**RECORD EXTRACTS**
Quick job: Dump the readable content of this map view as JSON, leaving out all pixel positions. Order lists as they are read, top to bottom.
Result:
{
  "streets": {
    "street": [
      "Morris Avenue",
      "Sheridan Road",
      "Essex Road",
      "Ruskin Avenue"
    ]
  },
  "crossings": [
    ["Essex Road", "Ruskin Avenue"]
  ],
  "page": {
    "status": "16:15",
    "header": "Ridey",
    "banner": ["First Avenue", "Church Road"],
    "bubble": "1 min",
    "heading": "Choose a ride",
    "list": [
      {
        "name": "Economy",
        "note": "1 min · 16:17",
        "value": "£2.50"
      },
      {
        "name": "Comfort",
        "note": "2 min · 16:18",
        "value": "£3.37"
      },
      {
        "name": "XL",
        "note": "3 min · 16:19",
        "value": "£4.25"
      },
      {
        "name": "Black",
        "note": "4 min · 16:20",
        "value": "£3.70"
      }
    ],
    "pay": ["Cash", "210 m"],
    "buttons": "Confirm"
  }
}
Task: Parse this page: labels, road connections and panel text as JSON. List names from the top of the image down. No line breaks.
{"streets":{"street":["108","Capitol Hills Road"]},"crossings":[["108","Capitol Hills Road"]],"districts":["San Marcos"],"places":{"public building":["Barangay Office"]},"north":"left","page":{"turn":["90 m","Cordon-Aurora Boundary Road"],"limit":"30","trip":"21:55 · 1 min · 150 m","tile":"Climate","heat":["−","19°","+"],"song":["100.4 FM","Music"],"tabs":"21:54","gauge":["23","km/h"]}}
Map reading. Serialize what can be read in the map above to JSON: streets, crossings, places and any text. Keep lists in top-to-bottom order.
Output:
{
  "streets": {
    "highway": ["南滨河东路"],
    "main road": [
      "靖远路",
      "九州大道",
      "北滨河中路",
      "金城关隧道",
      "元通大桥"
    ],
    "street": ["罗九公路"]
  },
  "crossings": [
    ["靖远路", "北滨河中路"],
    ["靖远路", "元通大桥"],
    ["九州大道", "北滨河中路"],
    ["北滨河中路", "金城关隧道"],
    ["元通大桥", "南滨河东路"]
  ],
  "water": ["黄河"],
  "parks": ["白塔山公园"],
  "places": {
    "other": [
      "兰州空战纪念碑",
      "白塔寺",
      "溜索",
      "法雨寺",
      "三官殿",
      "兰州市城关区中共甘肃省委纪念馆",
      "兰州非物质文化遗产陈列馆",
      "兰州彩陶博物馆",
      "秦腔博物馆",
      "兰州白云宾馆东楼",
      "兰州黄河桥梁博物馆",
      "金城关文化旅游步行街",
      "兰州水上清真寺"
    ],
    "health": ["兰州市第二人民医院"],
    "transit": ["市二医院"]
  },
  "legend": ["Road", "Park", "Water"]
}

**THE PROBLEM**
Return the whole listing, keeping every line exactly as it is.

**EXPECTED OUTPUT**
Quick job: Dump the readable content of this map view as JSON, leaving out all pixel positions. Order lists as they are read, top to bottom.
Result:
{
  "streets": {
    "street": [
      "Morris Avenue",
      "Sheridan Road",
      "Essex Road",
      "Ruskin Avenue"
    ]
  },
  "crossings": [
    ["Essex Road", "Ruskin Avenue"]
  ],
  "page": {
    "status": "16:15",
    "header": "Ridey",
    "banner": ["First Avenue", "Church Road"],
    "bubble": "1 min",
    "heading": "Choose a ride",
    "list": [
      {
        "name": "Economy",
        "note": "1 min · 16:17",
        "value": "£2.50"
      },
      {
        "name": "Comfort",
        "note": "2 min · 16:18",
        "value": "£3.37"
      },
      {
        "name": "XL",
        "note": "3 min · 16:19",
        "value": "£4.25"
      },
      {
        "name": "Black",
        "note": "4 min · 16:20",
        "value": "£3.70"
      }
    ],
    "pay": ["Cash", "210 m"],
    "buttons": "Confirm"
  }
}
Task: Parse this page: labels, road connections and panel text as JSON. List names from the top of the image down. No line breaks.
{"streets":{"street":["108","Capitol Hills Road"]},"crossings":[["108","Capitol Hills Road"]],"districts":["San Marcos"],"places":{"public building":["Barangay Office"]},"north":"left","page":{"turn":["90 m","Cordon-Aurora Boundary Road"],"limit":"30","trip":"21:55 · 1 min · 150 m","tile":"Climate","heat":["−","19°","+"],"song":["100.4 FM","Music"],"tabs":"21:54","gauge":["23","km/h"]}}
Map reading. Serialize what can be read in the map above to JSON: streets, crossings, places and any text. Keep lists in top-to-bottom order.
Output:
{
  "streets": {
    "highway": ["南滨河东路"],
    "main road": [
      "靖远路",
      "九州大道",
      "北滨河中路",
      "金城关隧道",
      "元通大桥"
    ],
    "street": ["罗九公路"]
  },
  "crossings": [
    ["靖远路", "北滨河中路"],
    ["靖远路", "元通大桥"],
    ["九州大道", "北滨河中路"],
    ["北滨河中路", "金城关隧道"],
    ["元通大桥", "南滨河东路"]
  ],
  "water": ["黄河"],
  "parks": ["白塔山公园"],
  "places": {
    "other": [
      "兰州空战纪念碑",
      "白塔寺",
      "溜索",
      "法雨寺",
      "三官殿",
      "兰州市城关区中共甘肃省委纪念馆",
      "兰州非物质文化遗产陈列馆",
      "兰州彩陶博物馆",
      "秦腔博物馆",
      "兰州白云宾馆东楼",
      "兰州黄河桥梁博物馆",
      "金城关文化旅游步行街",
      "兰州水上清真寺"
    ],
    "health": ["兰州市第二人民医院"],
    "transit": ["市二医院"]
  },
  "legend": ["Road", "Park", "Water"]
}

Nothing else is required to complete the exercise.